What to work on:
Output every line of the data exactly as it appears.

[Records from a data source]

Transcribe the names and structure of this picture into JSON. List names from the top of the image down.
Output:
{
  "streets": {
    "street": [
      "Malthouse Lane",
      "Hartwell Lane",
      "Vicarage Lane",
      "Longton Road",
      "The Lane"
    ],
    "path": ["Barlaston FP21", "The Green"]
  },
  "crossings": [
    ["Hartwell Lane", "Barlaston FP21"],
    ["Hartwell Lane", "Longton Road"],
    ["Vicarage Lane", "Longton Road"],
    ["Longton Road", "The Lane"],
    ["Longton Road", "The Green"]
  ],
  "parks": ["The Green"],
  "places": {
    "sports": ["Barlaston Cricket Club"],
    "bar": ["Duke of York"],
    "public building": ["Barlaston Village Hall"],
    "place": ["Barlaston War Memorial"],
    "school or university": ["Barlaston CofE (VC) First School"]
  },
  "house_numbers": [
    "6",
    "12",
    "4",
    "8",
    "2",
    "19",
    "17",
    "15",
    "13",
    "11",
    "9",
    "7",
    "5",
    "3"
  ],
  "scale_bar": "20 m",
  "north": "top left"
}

Answer to the problem:
Transcribe the names and structure of this picture into JSON. List names from the top of the image down.
Output:
{
  "streets": {
    "street": [
      "Malthouse Lane",
      "Hartwell Lane",
      "Vicarage Lane",
      "Longton Road",
      "The Lane"
    ],
    "path": ["Barlaston FP21", "The Green"]
  },
  "crossings": [
    ["Hartwell Lane", "Barlaston FP21"],
    ["Hartwell Lane", "Longton Road"],
    ["Vicarage Lane", "Longton Road"],
    ["Longton Road", "The Lane"],
    ["Longton Road", "The Green"]
  ],
  "parks": ["The Green"],
  "places": {
    "sports": ["Barlaston Cricket Club"],
    "bar": ["Duke of York"],
    "public building": ["Barlaston Village Hall"],
    "place": ["Barlaston War Memorial"],
    "school or university": ["Barlaston CofE (VC) First School"]
  },
  "house_numbers": [
    "6",
    "12",
    "4",
    "8",
    "2",
    "19",
    "17",
    "15",
    "13",
    "11",
    "9",
    "7",
    "5",
    "3"
  ],
  "scale_bar": "20 m",
  "north": "top left"
}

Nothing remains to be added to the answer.